In his book, “The Economics of Inequality,” Thomas Piketty summarises the two traditionally opposing viewpoints.
“The right-wing free market position is that, in the long run, market forces, individual initiative, and productivity growth are the sole determinants of the distribution of income and standard of living, in particular of the least well-off members of society; hence the government efforts to redistribute wealth should be limited and should rely on instruments that interfere as little as possible with the virtuous mechanisms of the market-instruments such as Milton Friedman’s negative income tax,” writes Piketty.
“The traditional left-wing position, passed down from 19th-century socialist theory and trade-union practice, holds that the only way to alleviate the misery of the poorest members of capitalist society is through social and political struggle, and that the redistributive efforts of government must penetrate to the very heart of the productive process. Opponents of the system must challenge the market forces that determine the profits of capitalists and the unequal remuneration of workers, for instance, by nationalising the means of production or setting strict wage schedule. Merely collecting taxes to finance transfers to the poor is not enough,” he points out.
Depending on which approach appeals to you, your policy prescription for the Union Budget will vary.
So, on the one hand, there are already calls for making the Public Distribution System universal (so that no poor goes hungry), expanding rural jobs guarantee scheme and starting a similar urban jobs guarantee scheme.
Of course, to do this the government needs to spend money. But there are a couple of problems here.
For one, as former UK Prime Minister, Late Margaret Thatcher, enjoyed pointing out that there is no such thing as “public or government money”. There is only “taxpayer’s money”.
In other words, if you as a taxpayer demand more Budget allocation for NREGA or higher MSPs for farmers then be ready to be taxed more. It is crucial to note in this regard that just 1% of Indians pay income tax.
The other way for the government to raise funds is to sell (disinvest or privatise) its assets such as a public sector enterprise or a government-owned bank. But these assets, too, belong to the taxpayers; the government doesn’t really have any assets of its own.
There is a third way whereby the government can resort to deficit financing or, more simply, printing fresh cash to alleviate the current stress. But even this turns into a tax on the general public because it ends up raising inflation.

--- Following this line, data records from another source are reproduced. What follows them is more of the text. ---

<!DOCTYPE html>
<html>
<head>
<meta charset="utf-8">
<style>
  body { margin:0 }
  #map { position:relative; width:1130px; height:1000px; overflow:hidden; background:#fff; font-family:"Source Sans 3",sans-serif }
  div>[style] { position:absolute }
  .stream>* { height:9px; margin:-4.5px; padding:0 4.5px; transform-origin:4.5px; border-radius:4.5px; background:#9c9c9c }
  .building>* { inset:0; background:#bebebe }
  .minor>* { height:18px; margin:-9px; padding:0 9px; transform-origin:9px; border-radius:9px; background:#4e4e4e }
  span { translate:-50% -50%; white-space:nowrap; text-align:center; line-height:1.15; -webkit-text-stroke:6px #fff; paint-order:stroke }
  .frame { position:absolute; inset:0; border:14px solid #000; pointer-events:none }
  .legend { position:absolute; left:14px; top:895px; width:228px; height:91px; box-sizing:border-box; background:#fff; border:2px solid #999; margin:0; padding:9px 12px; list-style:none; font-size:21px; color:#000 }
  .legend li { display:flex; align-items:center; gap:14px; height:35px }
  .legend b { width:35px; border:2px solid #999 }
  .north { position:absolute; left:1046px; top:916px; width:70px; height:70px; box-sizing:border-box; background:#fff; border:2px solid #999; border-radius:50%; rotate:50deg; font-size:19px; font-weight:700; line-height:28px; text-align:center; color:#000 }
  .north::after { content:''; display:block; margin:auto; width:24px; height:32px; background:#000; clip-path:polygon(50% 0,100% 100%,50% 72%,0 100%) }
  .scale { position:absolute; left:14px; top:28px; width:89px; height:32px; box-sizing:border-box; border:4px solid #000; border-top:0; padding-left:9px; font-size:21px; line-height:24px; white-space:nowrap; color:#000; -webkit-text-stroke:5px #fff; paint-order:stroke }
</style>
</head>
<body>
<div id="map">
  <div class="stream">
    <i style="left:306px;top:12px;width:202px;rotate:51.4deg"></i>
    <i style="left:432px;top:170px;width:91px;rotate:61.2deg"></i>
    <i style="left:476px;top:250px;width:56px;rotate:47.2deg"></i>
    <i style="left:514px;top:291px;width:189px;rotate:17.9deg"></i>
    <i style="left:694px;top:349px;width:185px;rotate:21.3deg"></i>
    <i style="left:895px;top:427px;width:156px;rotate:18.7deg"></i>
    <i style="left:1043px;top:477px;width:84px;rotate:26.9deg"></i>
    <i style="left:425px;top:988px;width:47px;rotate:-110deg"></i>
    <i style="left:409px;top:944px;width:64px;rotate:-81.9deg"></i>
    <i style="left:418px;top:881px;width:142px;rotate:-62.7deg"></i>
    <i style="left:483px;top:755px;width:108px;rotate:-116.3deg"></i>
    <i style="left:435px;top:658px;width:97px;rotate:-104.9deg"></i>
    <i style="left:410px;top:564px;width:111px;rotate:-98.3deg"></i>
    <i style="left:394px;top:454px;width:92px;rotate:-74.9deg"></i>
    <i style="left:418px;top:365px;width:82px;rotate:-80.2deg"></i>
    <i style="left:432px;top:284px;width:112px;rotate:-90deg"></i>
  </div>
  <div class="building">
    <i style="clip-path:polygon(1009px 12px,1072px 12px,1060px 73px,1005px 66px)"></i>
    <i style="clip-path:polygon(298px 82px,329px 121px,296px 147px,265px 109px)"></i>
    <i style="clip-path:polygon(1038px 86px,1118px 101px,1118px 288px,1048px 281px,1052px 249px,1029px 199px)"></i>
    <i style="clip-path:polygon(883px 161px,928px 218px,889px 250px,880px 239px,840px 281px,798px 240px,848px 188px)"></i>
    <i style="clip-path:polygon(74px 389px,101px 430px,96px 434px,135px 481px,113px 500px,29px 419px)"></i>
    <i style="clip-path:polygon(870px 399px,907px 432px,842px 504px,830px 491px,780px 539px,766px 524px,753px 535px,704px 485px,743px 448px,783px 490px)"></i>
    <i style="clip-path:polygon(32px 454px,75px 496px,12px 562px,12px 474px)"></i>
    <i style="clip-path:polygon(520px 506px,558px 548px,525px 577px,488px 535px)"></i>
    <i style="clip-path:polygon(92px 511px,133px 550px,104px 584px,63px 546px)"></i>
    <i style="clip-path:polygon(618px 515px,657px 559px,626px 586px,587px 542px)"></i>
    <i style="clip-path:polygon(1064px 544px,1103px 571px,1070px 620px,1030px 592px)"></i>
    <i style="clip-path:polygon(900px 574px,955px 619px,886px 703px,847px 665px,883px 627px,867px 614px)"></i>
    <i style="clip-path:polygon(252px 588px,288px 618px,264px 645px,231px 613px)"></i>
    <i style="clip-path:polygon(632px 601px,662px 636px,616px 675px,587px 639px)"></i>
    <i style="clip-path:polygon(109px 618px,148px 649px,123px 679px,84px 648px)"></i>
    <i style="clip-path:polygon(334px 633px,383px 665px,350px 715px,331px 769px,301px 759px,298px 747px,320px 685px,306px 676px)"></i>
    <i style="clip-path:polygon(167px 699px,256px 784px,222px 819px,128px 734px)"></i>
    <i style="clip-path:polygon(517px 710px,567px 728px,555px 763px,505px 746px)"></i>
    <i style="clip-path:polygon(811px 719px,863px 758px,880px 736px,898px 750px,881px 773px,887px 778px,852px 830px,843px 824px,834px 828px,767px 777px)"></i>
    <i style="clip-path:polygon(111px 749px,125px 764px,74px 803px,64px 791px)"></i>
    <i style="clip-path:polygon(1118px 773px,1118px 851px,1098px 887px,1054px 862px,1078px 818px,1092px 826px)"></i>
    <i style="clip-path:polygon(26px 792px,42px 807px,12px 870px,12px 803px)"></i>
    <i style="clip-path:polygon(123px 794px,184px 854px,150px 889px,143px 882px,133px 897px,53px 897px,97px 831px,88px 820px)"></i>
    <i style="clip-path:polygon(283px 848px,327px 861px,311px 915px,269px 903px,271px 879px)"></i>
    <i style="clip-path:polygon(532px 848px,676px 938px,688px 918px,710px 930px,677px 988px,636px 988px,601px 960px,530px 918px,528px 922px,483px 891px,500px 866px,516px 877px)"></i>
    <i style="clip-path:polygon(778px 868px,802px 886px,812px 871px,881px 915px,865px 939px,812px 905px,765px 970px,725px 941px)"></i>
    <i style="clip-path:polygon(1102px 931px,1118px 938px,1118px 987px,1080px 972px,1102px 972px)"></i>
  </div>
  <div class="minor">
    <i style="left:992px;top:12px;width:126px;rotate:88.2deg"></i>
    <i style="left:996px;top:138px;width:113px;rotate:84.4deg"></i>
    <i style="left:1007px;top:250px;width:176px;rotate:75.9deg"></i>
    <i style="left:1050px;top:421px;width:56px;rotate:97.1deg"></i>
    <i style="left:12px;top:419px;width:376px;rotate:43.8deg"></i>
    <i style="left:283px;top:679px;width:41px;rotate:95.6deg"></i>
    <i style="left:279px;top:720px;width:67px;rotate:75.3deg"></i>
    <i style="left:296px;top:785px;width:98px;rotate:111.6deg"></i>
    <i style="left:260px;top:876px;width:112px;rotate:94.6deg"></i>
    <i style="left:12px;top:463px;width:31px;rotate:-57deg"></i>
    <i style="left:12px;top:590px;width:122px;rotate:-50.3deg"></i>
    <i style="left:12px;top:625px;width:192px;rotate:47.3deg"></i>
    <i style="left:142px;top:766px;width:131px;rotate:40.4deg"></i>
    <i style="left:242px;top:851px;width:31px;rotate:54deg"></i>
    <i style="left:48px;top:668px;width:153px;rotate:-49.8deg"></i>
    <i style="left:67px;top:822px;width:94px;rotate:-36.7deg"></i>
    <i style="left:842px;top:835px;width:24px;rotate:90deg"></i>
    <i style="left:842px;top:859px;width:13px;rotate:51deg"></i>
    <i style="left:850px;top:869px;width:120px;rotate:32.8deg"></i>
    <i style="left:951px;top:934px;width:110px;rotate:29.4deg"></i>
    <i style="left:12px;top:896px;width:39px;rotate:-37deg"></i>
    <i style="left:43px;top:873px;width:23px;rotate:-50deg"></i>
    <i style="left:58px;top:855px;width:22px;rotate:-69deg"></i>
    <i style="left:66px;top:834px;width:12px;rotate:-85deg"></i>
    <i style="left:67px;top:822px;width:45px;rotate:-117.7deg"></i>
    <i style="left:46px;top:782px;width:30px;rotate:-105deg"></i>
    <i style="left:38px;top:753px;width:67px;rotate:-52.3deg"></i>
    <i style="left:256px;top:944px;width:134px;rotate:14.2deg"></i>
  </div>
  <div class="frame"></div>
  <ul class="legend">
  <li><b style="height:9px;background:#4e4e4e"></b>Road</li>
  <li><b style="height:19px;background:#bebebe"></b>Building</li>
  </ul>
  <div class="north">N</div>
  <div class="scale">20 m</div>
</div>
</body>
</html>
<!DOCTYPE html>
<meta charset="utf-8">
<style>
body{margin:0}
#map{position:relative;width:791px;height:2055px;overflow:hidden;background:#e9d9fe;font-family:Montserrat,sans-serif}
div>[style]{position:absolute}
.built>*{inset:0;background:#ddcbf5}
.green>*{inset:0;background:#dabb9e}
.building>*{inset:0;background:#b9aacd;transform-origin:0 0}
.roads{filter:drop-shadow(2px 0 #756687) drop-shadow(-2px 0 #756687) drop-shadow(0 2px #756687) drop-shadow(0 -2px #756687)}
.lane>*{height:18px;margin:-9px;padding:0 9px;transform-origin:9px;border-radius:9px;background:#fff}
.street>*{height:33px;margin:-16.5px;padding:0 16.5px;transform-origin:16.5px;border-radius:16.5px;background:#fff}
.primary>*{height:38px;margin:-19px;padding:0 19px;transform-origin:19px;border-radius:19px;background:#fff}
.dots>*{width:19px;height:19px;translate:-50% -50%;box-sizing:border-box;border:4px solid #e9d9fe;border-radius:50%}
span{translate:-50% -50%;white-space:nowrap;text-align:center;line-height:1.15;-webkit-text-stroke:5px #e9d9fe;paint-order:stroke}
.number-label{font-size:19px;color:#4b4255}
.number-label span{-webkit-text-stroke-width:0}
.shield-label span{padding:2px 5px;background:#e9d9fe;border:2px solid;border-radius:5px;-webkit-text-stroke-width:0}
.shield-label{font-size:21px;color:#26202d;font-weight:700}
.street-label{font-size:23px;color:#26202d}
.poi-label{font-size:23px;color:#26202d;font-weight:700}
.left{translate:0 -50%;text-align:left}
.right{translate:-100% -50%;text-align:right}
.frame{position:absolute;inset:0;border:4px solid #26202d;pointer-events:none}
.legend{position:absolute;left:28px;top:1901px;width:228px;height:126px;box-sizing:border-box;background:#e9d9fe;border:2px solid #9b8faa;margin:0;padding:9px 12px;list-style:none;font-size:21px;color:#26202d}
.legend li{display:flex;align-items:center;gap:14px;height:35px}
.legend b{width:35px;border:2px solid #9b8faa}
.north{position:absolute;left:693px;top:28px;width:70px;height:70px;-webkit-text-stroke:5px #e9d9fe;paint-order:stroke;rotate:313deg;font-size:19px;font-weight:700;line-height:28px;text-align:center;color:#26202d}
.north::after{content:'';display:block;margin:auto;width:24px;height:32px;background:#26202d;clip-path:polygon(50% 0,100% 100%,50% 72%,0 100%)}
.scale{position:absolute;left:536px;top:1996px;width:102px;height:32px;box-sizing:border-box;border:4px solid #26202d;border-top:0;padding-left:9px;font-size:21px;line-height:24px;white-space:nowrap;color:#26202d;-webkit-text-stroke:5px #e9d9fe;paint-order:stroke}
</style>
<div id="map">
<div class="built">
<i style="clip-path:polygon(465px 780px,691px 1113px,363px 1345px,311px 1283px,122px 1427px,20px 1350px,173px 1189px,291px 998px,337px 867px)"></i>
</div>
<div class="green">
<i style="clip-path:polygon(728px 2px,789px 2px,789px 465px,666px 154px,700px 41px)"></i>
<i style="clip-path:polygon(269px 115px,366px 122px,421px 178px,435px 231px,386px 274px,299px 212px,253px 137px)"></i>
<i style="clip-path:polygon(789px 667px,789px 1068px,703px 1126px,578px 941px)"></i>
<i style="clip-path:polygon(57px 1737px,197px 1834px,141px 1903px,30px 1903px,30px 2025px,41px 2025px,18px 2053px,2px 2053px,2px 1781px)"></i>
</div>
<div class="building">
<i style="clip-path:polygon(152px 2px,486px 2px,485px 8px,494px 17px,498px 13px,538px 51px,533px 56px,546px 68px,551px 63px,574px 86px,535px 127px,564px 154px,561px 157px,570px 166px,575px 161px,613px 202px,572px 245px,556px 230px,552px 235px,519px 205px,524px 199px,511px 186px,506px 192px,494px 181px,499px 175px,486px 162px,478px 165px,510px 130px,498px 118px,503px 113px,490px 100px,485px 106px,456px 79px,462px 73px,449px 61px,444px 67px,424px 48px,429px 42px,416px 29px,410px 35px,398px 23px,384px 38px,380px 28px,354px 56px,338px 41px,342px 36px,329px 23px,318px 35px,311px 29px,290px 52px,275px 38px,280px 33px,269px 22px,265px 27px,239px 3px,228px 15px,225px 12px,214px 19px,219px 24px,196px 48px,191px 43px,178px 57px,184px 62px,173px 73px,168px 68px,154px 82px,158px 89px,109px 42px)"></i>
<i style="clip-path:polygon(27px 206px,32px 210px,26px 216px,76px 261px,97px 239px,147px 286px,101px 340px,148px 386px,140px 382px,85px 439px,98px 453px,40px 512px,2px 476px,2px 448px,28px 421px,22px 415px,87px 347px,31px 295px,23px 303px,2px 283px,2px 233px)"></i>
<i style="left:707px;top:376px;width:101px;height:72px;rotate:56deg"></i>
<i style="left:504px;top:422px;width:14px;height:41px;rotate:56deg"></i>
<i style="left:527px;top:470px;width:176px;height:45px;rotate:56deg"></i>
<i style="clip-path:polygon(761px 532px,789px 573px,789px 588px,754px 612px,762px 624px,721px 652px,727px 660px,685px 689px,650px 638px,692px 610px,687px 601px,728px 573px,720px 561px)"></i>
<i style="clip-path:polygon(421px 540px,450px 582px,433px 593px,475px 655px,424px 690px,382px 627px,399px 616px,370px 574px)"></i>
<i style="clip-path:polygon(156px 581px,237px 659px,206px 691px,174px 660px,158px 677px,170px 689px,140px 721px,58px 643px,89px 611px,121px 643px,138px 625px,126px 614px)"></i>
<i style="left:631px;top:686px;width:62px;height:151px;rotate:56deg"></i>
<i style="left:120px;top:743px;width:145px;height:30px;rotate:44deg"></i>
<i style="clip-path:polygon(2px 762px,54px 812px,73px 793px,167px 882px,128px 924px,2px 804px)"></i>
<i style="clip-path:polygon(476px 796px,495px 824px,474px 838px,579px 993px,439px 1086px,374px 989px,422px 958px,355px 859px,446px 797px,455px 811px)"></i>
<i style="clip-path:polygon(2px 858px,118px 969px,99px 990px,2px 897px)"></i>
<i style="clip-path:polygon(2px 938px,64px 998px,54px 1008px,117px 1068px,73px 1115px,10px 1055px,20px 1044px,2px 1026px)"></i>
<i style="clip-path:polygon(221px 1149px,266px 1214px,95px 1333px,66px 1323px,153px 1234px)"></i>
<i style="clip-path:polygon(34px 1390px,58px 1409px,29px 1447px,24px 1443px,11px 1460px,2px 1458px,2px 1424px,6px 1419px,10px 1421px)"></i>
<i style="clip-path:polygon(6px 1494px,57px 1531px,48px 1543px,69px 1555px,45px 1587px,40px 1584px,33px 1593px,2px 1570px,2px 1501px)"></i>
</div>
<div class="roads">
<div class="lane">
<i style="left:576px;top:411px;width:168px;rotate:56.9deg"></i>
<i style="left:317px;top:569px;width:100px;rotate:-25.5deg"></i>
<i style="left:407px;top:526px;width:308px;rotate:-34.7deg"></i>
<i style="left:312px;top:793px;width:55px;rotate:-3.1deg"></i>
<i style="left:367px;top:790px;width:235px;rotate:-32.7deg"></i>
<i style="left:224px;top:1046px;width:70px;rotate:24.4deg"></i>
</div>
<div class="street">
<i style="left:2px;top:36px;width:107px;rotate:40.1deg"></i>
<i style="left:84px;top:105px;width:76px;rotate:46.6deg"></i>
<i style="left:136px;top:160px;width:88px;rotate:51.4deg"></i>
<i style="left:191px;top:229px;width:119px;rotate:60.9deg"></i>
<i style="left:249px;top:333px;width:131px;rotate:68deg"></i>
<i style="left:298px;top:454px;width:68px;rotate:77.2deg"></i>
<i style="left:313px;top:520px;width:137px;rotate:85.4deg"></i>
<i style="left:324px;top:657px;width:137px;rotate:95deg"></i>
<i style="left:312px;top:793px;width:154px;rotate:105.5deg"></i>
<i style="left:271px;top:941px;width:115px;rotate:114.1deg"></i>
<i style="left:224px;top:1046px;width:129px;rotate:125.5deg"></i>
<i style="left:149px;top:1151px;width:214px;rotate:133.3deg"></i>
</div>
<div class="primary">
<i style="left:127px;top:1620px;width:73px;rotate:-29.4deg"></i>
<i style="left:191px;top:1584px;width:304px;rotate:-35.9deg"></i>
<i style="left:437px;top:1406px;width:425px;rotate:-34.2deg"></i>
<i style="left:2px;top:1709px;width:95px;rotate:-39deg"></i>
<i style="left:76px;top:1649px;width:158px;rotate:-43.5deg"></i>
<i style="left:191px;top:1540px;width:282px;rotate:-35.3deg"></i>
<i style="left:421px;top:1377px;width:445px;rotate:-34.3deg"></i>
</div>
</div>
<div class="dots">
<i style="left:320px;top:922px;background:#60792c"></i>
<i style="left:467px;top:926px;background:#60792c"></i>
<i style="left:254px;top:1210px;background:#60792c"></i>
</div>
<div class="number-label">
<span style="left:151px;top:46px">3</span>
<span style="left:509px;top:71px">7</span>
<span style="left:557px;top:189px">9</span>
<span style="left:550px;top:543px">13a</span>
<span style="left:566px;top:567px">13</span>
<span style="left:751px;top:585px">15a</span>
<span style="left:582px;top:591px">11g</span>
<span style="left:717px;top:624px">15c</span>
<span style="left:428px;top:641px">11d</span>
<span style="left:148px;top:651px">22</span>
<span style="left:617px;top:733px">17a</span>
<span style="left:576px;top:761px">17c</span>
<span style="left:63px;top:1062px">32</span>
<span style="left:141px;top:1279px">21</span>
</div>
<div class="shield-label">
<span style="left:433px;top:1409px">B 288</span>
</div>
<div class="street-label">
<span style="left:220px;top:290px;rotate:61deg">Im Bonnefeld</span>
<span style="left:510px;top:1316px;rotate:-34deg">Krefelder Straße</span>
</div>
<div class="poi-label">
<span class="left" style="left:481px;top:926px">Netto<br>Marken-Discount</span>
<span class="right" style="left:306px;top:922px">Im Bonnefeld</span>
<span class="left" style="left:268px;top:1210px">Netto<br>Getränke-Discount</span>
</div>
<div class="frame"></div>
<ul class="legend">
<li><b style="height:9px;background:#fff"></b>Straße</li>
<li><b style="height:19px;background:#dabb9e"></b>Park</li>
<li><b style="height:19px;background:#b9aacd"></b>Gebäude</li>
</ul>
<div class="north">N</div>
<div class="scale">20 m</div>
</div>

The other big problem in prioritising tackling inequalities over economic growth is that even if a government does so by taxing more, the result will be the economy getting stuck in a low-income equilibrium.
Yes, for a brief period, it would appear that inequalities have been reduced and poverty has declined. But this is not a sustainable path because the government would have ignored investing in building up productive assets in the economy — assets that could have boosted overall economic growth for a much longer period.
That is not to say that market forces alone can reduce widening inequalities — far from it.
But the crucial point is: unless there is fast economic growth there will be nothing to redistribute but poverty.
Fast economic growth is the necessary condition for reducing poverty and inequalities although it may not be a sufficient one.